There will be many efforts around the country this Veterans' Day to recognize veterans' service to the nation. I read that someone is offering veterans free car washes today. I suspect there will be other similar gestures. None of them, however, will provide veterans what they need and what they deserve. Too often they are out of sight and out of mind.
During the recent mid-term elections, we were overwhelmed with slogans, ads, and commentary about the economy, the deficit, health care, taxes and unemployment. These issues were important, but where was the concern about the wars in Iraq and Afghanistan, about our military fighting there, and the poor medical and psychological treatment they receive when they return home? Did the voters and politicians even care?
Bob Herbert in the New York Times wrote recently of the tragic death of Sgt. First Class Lance Vogeler. He was "a 29-year-old who was killed a few weeks ago while serving in the Army in his 12th combat tour. That's right, his 12th : four in Iraq and eight in Afghanistan. Twelve tours may be unusual, but multiple tours : three, four, five : are absolutely normal - we don't have enough volunteers to fight these endless wars." Why would anyone allow Vogeler to return for the twelfth time? Because drastic shortages in our volunteer military made it necessary. Lance leaves two children and a pregnant wife behind.

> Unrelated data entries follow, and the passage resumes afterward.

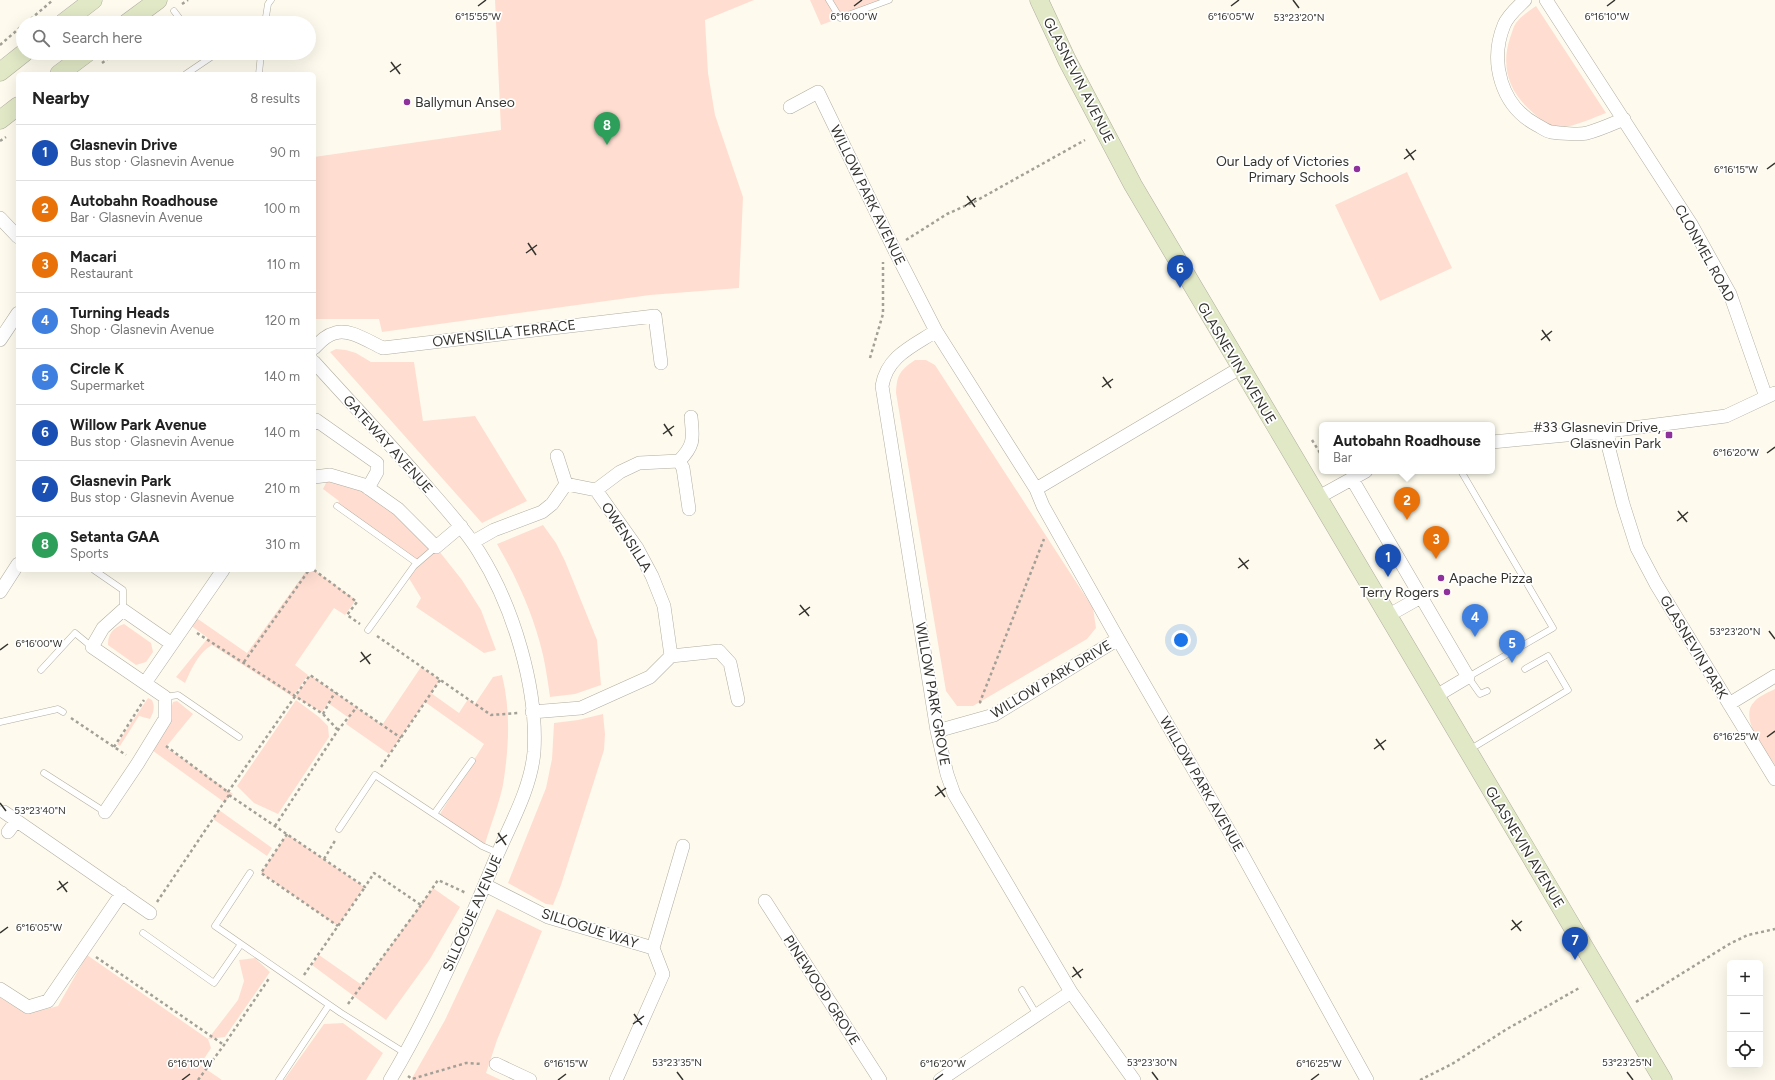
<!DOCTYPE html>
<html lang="en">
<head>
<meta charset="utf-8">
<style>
  body { margin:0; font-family:Figtree,sans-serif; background:#f6f6f6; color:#222 }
  .controls { position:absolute; right:12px; bottom:12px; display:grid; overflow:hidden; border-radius:6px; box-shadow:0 4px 16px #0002 }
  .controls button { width:36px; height:36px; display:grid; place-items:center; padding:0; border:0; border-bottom:1px solid #e0e0e0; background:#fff; color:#222; font:20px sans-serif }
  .you { position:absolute; left:1181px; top:640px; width:14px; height:14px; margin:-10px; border:3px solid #fff; border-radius:50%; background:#1a73e8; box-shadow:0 0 0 6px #1a73e833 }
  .badge { display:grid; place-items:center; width:26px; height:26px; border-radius:50%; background:#111827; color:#fff; font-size:13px; font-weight:700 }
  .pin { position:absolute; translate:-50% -33px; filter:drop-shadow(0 1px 2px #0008) }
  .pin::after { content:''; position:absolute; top:21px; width:14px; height:12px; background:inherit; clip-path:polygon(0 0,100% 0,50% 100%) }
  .popup { position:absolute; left:1319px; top:422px; width:176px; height:52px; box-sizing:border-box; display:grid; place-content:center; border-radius:6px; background:#fff; filter:drop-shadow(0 1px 3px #0005); font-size:13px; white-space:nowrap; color:#767676 }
  .popup b { font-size:15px; color:#222 }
  .popup::after { content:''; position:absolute; left:50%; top:100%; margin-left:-8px; border:8px solid transparent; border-top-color:#fff }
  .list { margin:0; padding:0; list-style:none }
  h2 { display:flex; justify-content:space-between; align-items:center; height:52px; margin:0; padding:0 16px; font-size:17px }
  h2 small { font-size:13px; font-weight:400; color:#767676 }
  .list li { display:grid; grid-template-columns:26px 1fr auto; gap:12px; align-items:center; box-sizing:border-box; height:56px; padding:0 16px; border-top:1px solid #e0e0e0 }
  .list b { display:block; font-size:15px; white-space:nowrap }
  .list p { margin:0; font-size:13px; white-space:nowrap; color:#767676 }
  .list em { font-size:13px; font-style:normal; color:#767676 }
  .icon { flex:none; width:22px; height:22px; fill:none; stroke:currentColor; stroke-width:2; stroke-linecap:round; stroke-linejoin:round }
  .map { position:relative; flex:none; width:1775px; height:1080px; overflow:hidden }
  .search { position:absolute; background:#fff; box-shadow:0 4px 16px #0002; left:16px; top:16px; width:300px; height:44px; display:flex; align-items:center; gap:10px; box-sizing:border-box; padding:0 14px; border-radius:22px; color:#767676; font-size:15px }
  .panel { position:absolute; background:#fff; box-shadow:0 4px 16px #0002; left:16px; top:72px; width:300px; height:500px; border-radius:6px }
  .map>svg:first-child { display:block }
</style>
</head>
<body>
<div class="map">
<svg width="1775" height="1080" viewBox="0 0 1775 1080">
  <rect width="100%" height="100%" fill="#fefbee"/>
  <path fill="#ffded1" d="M495,0H754L705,20L708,73L715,115L743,197L739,288L650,295L382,332L379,319H314V157L501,130Z
    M810,0H880L881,3L821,25Z
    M1536,6L1606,113C1595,117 1572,128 1560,127C1548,126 1537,117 1529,109C1508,90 1501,65 1510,38C1512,33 1513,27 1516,23C1521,16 1529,11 1536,6Z
    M1407,172L1452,268L1380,301L1335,205Z
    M336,349L346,350L356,353L371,362H414L423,421L475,416L527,501L482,523L330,352Z
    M915,360H926L935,365L1093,608L1096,628L1087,639L973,706H957L946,691L896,393C897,375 899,371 915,360Z
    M330,475L364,485L435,546L462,580L481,610L496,650L484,653L416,607L421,598L407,575L416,563L337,505L339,501L323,489Z
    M543,525L556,543L565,561L597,640L601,685L575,694L550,697C548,683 546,669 543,655C534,616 517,578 497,544Z
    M307,570H314L356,600L345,615L334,608L295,665L308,675L293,697L212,645C198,653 192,668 185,683L176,677L208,638L190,625L195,617L247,653Z
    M124,624L151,643L153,652L146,662L136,665L108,645C108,633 113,628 124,624Z
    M421,667L440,680L431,693L459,713L468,699L475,704L493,677L502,675C511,712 509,747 503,785C499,804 491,824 485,844L467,837L438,817L484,744L425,702L389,754L346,724L349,718L328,703L322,712L295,697L310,675L382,725Z
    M1775,689V765C1766,751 1738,718 1754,702C1759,696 1769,692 1775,689Z
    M148,698L152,700C155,707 154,712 150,719L139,716L120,746L117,744Z
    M296,700L319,717L328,726L329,737L278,814L254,803L237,786Z
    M177,701L193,714L166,747L233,794L224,802L149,748L166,723L173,702Z
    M603,714L605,734L604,750L561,885L553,905L546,904L508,883L546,788L552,759L554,723L578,720Z
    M219,810L272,848L267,856L213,819Z
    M287,834L364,887L338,926L261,873Z
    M433,888L460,907L430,959L386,1020L312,965L319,955L362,985Z
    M497,909L542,931L497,1040L486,1073L501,1080H411L445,1020Z
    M87,955L208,1039L238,1000L244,981L239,960L255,958L270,972L225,1037L208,1039L211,1048L200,1065L222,1080H0V997L26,1014L58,1006Z
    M343,1023L383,1053L366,1080H284L324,1024Z"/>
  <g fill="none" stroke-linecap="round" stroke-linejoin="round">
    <defs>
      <path id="lane" d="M829,0L840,18L889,0
        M174,11L183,23
        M265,23L268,4L271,0
        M186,74L217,53
        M259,74L261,53
        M1461,471L1553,628L1468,677L1480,694L1487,691
        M337,506L417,563
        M94,570L123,590V610
        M368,630L414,566L436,547
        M41,670L75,633L92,647
        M165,697L178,695L239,737
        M0,722L58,709L63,712
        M1469,750L1568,690L1548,656L1525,669
        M44,773L105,812
        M434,814L472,761
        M339,829L375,775L482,846L498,853
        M250,873L215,926L341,1013L405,1053
        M143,933L214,983L241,944
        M1022,990L1037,1015
        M279,1080L329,1005"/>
      <path id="street" d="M1525,0C1518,7 1508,15 1504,25C1489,62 1501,106 1537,125C1541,127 1546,131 1551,132C1558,133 1580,135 1587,133C1599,130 1612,124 1624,119
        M1546,0L1691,224L1730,294L1766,397
        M790,107L818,92L893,247L936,331L1036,489L1043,506L1118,639L1236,843L1367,1080
        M0,218L18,237
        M936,331C913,346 887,356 882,386L937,731L947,774L954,794L1071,992L1134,1080
        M0,340L18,313
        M314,348C320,342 326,335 335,333C350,328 369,342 383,348L655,316L661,363
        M314,362C352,404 391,445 428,488C445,508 465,529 479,552C513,606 538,688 534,752C531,787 512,821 498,853C466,930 433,1008 390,1080
        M314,423L316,420L377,463V472L368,488
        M1609,431V449L1623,504L1637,548L1656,584L1775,779
        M1492,442L1609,431L1726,416L1775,393
        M679,461L683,468L689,509
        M314,477L330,475L364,485L398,509L436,547L461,526
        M1352,479L1468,677L1436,696
        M566,484L596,490L620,472L639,463L679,461C695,445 693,438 691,417
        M1036,489L1240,368
        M596,490L637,548L652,576L664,606L671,656
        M1317,498L1366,471
        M473,542L494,530L542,512L552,504L566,484L557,456
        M0,592L18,564
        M1389,615L1421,597
        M145,683L223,570
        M1729,704L1775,676
        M532,712L581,708L650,677L671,656L719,651L730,663L738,700
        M937,731L994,715L1118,639
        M4,812L150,913
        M105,812L138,763L165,719V697L92,647L103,628L123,610L172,644
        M8,832L16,821
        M485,885L548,917L653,948
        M765,901L880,1080
        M653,948L683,846
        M0,989L28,1007L48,1001L122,893
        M496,1064L530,1080
        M616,1080L663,974L653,948
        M940,1080L1071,992"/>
      <path id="secondary" d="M1039,0L1067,60L1133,185L1663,1080
        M63,23L93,0
        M127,23L158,0
        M0,72L24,53
        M59,74L87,53
        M0,120L18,106"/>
    </defs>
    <use href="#lane" stroke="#b0ada1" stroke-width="7"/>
    <use href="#street" stroke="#b0ada1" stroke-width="14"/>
    <use href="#secondary" stroke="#b0ada1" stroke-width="19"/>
    <path stroke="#a3a197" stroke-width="2.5" stroke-dasharray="3 3" stroke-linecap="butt" d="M182,4L188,0
      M26,23L53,0
      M0,45L23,25
      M102,63L116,53
      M0,141L6,137
      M906,240L947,214L974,202L1085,140
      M870,358L883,314V262
      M1312,440L1322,456
      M314,570L357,602L347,615L360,624
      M197,633L323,714L338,730
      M377,636L491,715L518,713
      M244,662L309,570
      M981,703L980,702L1044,539
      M323,714L335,692
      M71,718L126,755
      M166,746L228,792
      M114,747L144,700
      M381,767L440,680
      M229,795L365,887L374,873L421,905L438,880L466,893
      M275,826L338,730L357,707
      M287,834L261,873L338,926
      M324,859L336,839
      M157,902L229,795L228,792L310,675L401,738
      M96,957L224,1045
      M304,975L365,887
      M1636,1002L1731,943L1748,935L1775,929
      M348,1004L421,905
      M408,1076L412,1079L466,1063L482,1064
      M198,1080L224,1045L270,977
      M1420,1080L1452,1064L1507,1029L1581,987"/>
    <use href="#lane" stroke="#fff" stroke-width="6"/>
    <use href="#street" stroke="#fff" stroke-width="13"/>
    <use href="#secondary" stroke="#e0e8c6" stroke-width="18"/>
  </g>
  <path fill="none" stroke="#34332e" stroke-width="1.5" d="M1293,0L1299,8M478,6L486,0M854,6L862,0M1231,6L1239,0M1607,6L1615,0M391,62L400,74M390,72L401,64M1406,149L1414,160M1404,159L1416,150M1767,169L1775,163M967,196L975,207M965,206L976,198M528,243L536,255M526,253L537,245M1542,330L1550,341M1541,340L1552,331M1103,377L1111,388M1102,387L1113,379M664,424L672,436M663,434L674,426M1767,453L1775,447M1678,511L1687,522M1677,521L1688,512M1239,558L1248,569M1238,568L1249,560M800,605L809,616M799,615L810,607M1769,631L1775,639M0,650L8,644M361,652L370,664M360,662L371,654M1767,737L1775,731M1376,739L1384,750M1374,749L1386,740M937,786L945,797M935,796L946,788M0,803L6,811M498,833L506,845M496,843L507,835M59,881L67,892M57,890L68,882M1512,920L1521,931M1511,930L1522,921M0,933L8,927M1073,967L1081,978M1072,977L1083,969M634,1014L642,1025M633,1024L644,1016M677,1072L683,1080M1152,1072L1158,1080M1627,1072L1633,1080M182,1080L190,1074M558,1080L566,1074M935,1080L943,1074M1311,1080L1319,1074"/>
  <g fill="#8e319b" stroke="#fff" stroke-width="1.5">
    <circle cx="407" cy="102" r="4"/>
    <circle cx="1357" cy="169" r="4"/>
    <rect x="1665" y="431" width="8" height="8" rx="2"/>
    <circle cx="1441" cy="578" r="4"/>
    <circle cx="1447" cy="592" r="4"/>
  </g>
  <g text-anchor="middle" stroke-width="3.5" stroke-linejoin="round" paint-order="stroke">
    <g font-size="14" fill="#34332e" stroke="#fff">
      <text transform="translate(1079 80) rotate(63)" y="5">GLASNEVIN AVENUE</text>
      <text transform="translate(868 195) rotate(64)" y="5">WILLOW PARK AVENUE</text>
      <text transform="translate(1705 253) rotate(61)" y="5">CLONMEL ROAD</text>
      <text transform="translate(504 333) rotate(-7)" y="5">OWENSILLA TERRACE</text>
      <text transform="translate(1237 363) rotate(59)" y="5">GLASNEVIN AVENUE</text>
      <text transform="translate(388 444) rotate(48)" y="5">GATEWAY AVENUE</text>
      <text transform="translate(627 537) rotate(57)" y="5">OWENSILLA</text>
      <text transform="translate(1694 647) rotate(59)" y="5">GLASNEVIN PARK</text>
      <text transform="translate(1051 679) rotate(-31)" y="5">WILLOW PARK DRIVE</text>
      <text transform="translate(933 694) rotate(80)" y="5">WILLOW PARK GROVE</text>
      <text transform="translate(1202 784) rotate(60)" y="5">WILLOW PARK AVENUE</text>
      <text transform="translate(1525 847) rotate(59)" y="5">GLASNEVIN AVENUE</text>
      <text transform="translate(472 913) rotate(-66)" y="5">SILLOGUE AVENUE</text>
      <text transform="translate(590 928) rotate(18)" y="5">SILLOGUE WAY</text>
      <text transform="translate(822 990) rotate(57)" y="5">PINEWOOD GROVE</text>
    </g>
    <g font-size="14" fill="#34332e" stroke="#fff" text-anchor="end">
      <text x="415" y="107" text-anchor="start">Ballymun Anseo</text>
      <text x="1349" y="166">Our Lady of Victories<tspan x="1349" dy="16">Primary Schools</tspan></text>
      <text x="1661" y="432">#33 Glasnevin Drive,<tspan x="1661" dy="16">Glasnevin Park</tspan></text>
      <text x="1449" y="583" text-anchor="start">Apache Pizza</text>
      <text x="1439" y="597">Terry Rogers</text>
    </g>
  </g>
  <g font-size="10" text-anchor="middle" fill="#34332e" stroke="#fff" stroke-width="3.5" stroke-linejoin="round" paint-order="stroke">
    <text x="478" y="20">6°15'55"W</text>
    <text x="854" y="20">6°16'00"W</text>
    <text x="1231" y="20">6°16'05"W</text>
    <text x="1607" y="20">6°16'10"W</text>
    <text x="1299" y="21">53°23'20"N</text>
    <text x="1736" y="173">6°16'15"W</text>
    <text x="1736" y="456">6°16'20"W</text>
    <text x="1735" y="635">53°23'20"N</text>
    <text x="39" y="647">6°16'00"W</text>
    <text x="1736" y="740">6°16'25"W</text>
    <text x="40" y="814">53°23'40"N</text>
    <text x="39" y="931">6°16'05"W</text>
    <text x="677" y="1066">53°23'35"N</text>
    <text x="1152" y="1066">53°23'30"N</text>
    <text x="1627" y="1066">53°23'25"N</text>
    <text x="190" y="1067">6°16'10"W</text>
    <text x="566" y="1067">6°16'15"W</text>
    <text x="943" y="1067">6°16'20"W</text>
    <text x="1319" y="1067">6°16'25"W</text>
  </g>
</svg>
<div class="controls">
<button>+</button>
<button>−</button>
<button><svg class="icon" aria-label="locate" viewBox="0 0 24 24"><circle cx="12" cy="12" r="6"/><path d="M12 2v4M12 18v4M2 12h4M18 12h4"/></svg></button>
</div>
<div class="you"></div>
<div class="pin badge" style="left:1388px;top:577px;background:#1a4fb4">1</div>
<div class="pin badge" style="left:1407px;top:520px;background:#e8710a">2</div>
<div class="popup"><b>Autobahn Roadhouse</b>Bar</div>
<div class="pin badge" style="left:1436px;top:559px;background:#e8710a">3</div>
<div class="pin badge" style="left:1475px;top:637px;background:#3f7fe0">4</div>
<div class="pin badge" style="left:1512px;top:663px;background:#3f7fe0">5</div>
<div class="pin badge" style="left:1180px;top:288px;background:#1a4fb4">6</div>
<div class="pin badge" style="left:1575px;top:960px;background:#1a4fb4">7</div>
<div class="pin badge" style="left:607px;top:145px;background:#2e9e5b">8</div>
<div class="search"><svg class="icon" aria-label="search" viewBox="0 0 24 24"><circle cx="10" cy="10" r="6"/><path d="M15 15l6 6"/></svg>Search here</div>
<section class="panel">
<h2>Nearby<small>8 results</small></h2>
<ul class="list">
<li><span class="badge" style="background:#1a4fb4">1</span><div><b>Glasnevin Drive</b><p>Bus stop · Glasnevin Avenue</p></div><em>90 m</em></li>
<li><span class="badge" style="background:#e8710a">2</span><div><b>Autobahn Roadhouse</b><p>Bar · Glasnevin Avenue</p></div><em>100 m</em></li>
<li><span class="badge" style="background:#e8710a">3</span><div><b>Macari</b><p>Restaurant</p></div><em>110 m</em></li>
<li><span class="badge" style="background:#3f7fe0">4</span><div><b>Turning Heads</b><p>Shop · Glasnevin Avenue</p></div><em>120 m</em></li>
<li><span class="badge" style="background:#3f7fe0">5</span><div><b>Circle K</b><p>Supermarket</p></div><em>140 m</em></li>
<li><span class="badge" style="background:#1a4fb4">6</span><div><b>Willow Park Avenue</b><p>Bus stop · Glasnevin Avenue</p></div><em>140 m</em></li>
<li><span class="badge" style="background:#1a4fb4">7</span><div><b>Glasnevin Park</b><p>Bus stop · Glasnevin Avenue</p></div><em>210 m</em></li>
<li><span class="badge" style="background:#2e9e5b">8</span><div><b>Setanta GAA</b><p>Sports</p></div><em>310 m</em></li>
</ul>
</section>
</div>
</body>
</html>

A return to "a draft" would be almost universally unpopular, but the all-volunteer military is over-burdened, over-taxed and breaking down. There have been some discussion and legislative attempts that would conscript young men and women for a few years into either military OR civilian government service. So far, however, these attempts have been unsuccessful. That kind of legislation could provide financial incentives for direct military service, but also provisions for conscientious objection, and service in such organizations as the Peace Corps or AmeriCorps.
Such legislation could give us a more representative military. The present all-voluntary force has a disproportionate number of minorities and recruits from limited economic backgrounds. Moreover, service in groups such as the Peace Corps would improve the international image and impact of the United States by providing poor countries help in basic health care and for business development. A non-volunteer military would also build political pressure on the government to conclude its wars expeditiously. Most would agree that the wars in Iraq and Afghanistan have gone on too long.
General Sherman told us, "War is hell." Even graphic war films like "Saving Private Ryan" can't convey what it's like. Because, thank God, they can't duplicate what it is like to be surrounded by the putrid stench of bloated and decaying bodies. It IS living hell - and our current wars are taking their toll on our all-volunteer military. George Bernard Shaw warned us, "Nations are like bees; they cannot kill except at the cost of their own lives." And it's the lives of our veterans that are most at risk -- not only in combat but after they return home.
We have to do more for our veterans when they return. Aaron Glantz has just published a book "The War Comes Home: Washington's Battle against America's Veterans." The book systematically documents the government's neglect of veterans returning home from Iraq and Afghanistan. Glantz, who reported from Iraq during the first years of the war, interviewed more than one hundred recent war veterans and their difficulties reintegrating into ordinary society. The book forces us to consider how America treats its veterans. The book asks, "what kind of nation deifies its soldiers and then casts them off as damaged goods?" As wounded veteran and former US Senator Max Cleland said on the book jacket, this "is a must-read for anyone who want to make the phrase, 'Support the Troops' more than a slogan."
Glantz writes elsewhere, "The high suicide rate among veterans has already emerged as a major issue for the military and the families and loved ones of military personnel." He sees the suicides of Iraq and Afghan veterans as a part of a larger, hidden trend. These vets, he argues, "have died not just as a result of suicide, but also because of vehicle accidents, motorcycle crashes, drug overdoes or other causes after being discharged from the military." The Veterans Administration has failed these men and women. It is under funded and ill-equipped to deal with Post-Traumatic Stress Disorder. (An anxiety disorder that can develop after exposure to terrifying ordeals in which a person has faced grave physical harm.) The VA, moreover, should be offering help not only to the veterans, but also to their families where spouse abuse and broken marriages are not uncommon.
Some might argue that these honest discussions about the government's mistreatment of veterans will undermine the military's chances of "winning" the war in Afghanistan, but as the first Congresswoman Jeannette Rankin warned, "You can no more win a war than you can win an earthquake." The Generals and super-patriots can spin it whatever way they want, but we will never succeed in Afghanistan. Alexander the Great couldn't, neither could the British or the Russians -- and neither will the United States.
On this Veteran's Day, however, back to our veterans and their families for whom the wars never end. We must do more for them. They deserve much better from us than patriotic rhetoric or simplistic bumper stickers.